(Dataset entries)
_ _ _

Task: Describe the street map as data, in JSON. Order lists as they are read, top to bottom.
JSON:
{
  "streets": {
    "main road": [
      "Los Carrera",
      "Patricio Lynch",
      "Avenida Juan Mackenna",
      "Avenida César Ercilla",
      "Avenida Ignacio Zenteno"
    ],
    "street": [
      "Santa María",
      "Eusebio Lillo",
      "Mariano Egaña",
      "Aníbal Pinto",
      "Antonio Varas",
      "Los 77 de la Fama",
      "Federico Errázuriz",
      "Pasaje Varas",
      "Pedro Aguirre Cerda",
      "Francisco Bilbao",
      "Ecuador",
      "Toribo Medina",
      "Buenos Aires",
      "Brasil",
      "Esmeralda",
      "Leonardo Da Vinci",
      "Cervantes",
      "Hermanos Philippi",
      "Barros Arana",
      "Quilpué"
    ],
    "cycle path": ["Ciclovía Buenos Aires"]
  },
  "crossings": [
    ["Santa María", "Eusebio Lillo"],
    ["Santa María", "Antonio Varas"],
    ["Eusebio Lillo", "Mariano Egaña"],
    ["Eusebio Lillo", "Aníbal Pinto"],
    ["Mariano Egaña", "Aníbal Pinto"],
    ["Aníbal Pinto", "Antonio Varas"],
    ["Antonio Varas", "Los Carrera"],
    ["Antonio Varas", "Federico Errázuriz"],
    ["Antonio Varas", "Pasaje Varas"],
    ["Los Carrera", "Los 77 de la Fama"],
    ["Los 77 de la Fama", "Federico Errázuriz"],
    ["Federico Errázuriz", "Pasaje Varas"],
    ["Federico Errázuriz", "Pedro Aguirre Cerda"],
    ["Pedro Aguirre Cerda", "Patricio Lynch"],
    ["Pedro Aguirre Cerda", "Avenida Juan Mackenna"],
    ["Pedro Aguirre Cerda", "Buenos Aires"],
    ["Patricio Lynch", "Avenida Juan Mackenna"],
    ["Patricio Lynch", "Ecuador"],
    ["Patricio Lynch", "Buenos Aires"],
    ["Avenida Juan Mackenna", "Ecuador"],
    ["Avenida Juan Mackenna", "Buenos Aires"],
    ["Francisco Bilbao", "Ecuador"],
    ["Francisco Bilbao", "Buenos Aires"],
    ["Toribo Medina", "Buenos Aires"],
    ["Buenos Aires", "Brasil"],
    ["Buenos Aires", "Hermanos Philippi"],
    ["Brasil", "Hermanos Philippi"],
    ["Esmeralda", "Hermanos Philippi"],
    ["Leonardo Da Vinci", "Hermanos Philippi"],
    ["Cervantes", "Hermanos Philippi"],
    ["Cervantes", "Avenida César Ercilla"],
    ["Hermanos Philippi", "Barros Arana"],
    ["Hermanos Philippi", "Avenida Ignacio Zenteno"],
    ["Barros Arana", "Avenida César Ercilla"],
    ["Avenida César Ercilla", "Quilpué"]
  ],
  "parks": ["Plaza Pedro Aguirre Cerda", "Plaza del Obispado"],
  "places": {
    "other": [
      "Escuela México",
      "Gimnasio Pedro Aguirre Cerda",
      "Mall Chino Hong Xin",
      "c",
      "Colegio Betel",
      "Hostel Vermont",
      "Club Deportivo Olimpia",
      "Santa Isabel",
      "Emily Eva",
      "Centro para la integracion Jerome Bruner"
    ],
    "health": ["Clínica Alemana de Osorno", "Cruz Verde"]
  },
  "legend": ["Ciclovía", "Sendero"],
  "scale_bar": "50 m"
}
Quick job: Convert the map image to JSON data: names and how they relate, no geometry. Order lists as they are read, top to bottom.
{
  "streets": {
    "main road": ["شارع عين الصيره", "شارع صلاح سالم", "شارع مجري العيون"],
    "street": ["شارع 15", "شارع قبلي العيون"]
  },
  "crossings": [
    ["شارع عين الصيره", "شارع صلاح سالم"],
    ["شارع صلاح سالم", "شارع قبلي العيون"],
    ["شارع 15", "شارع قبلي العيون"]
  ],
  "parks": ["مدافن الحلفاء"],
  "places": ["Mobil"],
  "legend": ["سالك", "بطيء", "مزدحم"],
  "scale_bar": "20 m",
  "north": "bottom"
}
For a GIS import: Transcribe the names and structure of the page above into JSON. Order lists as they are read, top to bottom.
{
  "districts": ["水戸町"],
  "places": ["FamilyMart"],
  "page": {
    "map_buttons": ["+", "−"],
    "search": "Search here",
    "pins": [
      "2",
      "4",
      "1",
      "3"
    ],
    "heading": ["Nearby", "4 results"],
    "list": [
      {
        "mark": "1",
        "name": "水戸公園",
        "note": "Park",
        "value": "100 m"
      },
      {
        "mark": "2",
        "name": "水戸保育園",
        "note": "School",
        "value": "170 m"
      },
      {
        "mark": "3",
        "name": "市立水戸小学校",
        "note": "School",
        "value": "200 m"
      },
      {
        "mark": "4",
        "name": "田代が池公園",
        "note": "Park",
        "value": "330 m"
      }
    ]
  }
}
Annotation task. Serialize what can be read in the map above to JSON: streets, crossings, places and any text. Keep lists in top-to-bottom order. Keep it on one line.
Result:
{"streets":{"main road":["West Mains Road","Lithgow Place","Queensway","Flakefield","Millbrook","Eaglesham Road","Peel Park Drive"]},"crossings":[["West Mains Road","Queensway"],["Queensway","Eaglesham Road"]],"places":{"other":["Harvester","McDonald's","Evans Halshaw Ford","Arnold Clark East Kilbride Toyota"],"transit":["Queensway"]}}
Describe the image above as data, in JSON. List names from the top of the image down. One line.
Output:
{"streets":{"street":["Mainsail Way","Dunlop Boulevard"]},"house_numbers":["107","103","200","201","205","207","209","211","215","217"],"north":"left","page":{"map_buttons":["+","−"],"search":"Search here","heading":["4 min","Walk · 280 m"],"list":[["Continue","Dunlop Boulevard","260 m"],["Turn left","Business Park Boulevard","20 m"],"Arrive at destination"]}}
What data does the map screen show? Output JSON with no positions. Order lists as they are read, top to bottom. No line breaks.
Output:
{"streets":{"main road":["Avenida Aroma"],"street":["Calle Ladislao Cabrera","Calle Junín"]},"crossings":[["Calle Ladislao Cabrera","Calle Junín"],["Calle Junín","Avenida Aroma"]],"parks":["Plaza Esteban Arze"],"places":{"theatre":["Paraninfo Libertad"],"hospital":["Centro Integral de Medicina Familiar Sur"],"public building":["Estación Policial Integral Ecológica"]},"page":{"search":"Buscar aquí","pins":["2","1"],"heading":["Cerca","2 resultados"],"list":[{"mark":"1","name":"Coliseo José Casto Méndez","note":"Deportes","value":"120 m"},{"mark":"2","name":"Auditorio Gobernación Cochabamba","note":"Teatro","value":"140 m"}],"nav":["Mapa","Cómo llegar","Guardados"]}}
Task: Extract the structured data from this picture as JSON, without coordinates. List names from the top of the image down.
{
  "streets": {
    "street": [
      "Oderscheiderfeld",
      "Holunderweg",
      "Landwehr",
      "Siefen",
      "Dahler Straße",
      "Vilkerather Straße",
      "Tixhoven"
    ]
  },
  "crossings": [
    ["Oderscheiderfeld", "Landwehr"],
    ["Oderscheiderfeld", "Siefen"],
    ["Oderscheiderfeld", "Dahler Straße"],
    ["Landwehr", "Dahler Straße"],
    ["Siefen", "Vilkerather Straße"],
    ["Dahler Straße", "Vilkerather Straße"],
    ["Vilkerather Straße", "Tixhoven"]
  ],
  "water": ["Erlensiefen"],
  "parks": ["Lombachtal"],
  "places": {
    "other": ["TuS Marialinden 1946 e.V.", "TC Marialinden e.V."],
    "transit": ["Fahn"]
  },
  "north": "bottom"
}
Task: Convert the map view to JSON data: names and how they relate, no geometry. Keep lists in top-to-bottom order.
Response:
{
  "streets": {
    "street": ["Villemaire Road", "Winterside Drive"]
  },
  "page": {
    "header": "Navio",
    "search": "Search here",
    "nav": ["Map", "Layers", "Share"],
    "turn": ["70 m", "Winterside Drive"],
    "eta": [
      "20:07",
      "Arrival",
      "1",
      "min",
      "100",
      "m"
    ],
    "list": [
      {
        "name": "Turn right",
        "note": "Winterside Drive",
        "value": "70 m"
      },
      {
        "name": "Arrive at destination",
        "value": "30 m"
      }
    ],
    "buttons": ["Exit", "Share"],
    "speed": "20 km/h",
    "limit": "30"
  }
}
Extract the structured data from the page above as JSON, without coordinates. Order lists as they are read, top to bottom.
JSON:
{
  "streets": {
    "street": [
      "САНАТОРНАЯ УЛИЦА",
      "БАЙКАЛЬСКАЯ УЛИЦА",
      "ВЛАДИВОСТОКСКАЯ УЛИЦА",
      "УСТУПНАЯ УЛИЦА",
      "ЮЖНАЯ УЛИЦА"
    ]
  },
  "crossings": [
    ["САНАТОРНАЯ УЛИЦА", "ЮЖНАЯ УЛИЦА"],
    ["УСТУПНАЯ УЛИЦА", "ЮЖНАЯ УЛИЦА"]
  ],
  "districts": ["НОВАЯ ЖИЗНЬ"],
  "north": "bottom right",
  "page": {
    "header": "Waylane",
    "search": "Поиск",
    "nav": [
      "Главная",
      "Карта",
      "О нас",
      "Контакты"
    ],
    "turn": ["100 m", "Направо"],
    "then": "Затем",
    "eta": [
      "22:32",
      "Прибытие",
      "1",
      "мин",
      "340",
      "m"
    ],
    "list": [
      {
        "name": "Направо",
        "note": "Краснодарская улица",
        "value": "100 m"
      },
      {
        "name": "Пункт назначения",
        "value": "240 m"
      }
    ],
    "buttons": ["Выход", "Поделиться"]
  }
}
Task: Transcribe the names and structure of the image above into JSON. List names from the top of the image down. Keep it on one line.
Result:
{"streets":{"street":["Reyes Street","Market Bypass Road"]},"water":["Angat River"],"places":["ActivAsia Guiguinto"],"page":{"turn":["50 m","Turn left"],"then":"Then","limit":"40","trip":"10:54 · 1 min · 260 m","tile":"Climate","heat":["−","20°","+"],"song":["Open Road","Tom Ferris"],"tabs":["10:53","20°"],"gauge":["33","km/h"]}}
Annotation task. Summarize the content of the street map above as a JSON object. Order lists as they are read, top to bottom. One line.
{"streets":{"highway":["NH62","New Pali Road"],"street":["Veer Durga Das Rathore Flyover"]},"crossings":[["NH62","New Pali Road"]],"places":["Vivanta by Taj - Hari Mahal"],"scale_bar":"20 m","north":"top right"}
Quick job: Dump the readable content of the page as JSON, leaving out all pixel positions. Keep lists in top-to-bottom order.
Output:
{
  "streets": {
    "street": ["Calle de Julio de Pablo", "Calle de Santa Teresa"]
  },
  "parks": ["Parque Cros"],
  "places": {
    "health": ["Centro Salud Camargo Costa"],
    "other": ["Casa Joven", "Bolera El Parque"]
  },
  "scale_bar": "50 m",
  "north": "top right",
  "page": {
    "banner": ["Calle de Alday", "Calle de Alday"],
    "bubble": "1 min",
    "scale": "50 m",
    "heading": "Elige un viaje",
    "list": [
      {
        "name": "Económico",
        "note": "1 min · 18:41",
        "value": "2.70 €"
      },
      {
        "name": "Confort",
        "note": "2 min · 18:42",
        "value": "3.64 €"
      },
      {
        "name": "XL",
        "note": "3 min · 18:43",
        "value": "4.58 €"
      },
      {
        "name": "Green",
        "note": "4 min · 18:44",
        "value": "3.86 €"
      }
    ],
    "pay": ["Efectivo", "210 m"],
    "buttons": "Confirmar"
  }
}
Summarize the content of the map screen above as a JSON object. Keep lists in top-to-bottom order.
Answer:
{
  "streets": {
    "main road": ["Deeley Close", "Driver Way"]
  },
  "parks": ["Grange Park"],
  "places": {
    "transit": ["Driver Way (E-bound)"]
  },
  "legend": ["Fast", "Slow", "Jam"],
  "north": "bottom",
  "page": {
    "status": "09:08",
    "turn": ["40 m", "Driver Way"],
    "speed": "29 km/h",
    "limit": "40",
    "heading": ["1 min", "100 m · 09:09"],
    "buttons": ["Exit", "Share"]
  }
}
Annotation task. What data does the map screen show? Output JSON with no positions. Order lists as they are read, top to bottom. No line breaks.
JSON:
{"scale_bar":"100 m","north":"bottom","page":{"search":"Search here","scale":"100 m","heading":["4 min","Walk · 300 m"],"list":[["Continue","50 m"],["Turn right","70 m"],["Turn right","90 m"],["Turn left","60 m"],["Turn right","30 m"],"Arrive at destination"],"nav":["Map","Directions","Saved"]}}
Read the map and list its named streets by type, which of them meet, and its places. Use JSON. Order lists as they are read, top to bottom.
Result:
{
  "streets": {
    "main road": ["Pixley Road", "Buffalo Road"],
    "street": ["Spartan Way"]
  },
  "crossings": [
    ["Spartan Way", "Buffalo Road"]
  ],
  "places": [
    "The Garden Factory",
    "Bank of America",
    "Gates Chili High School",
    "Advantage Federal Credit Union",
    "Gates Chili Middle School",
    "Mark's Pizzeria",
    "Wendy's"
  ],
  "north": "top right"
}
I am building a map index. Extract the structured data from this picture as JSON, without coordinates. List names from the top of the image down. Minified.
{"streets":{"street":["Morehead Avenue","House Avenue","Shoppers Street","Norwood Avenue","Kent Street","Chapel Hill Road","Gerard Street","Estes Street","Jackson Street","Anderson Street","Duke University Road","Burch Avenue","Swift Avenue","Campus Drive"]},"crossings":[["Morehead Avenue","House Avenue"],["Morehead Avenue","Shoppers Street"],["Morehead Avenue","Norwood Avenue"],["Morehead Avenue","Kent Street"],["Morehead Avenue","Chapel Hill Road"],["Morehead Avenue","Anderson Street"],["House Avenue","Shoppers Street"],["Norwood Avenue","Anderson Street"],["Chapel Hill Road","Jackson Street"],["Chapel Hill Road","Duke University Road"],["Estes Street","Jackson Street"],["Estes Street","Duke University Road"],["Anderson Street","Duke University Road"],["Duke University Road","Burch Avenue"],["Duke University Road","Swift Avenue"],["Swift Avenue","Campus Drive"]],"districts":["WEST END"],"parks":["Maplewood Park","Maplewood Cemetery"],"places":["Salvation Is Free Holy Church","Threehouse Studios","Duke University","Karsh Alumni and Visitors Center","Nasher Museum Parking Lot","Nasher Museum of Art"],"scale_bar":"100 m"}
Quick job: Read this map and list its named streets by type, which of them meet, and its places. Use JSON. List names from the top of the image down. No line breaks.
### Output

_ _ _

Exercise prompt: Set down, please, the lines from the line holding "Quick job: Read" through the final line of the data, exactly and with nothing added.

Response:
Quick job: Read this map and list its named streets by type, which of them meet, and its places. Use JSON. List names from the top of the image down. No line breaks.
### Output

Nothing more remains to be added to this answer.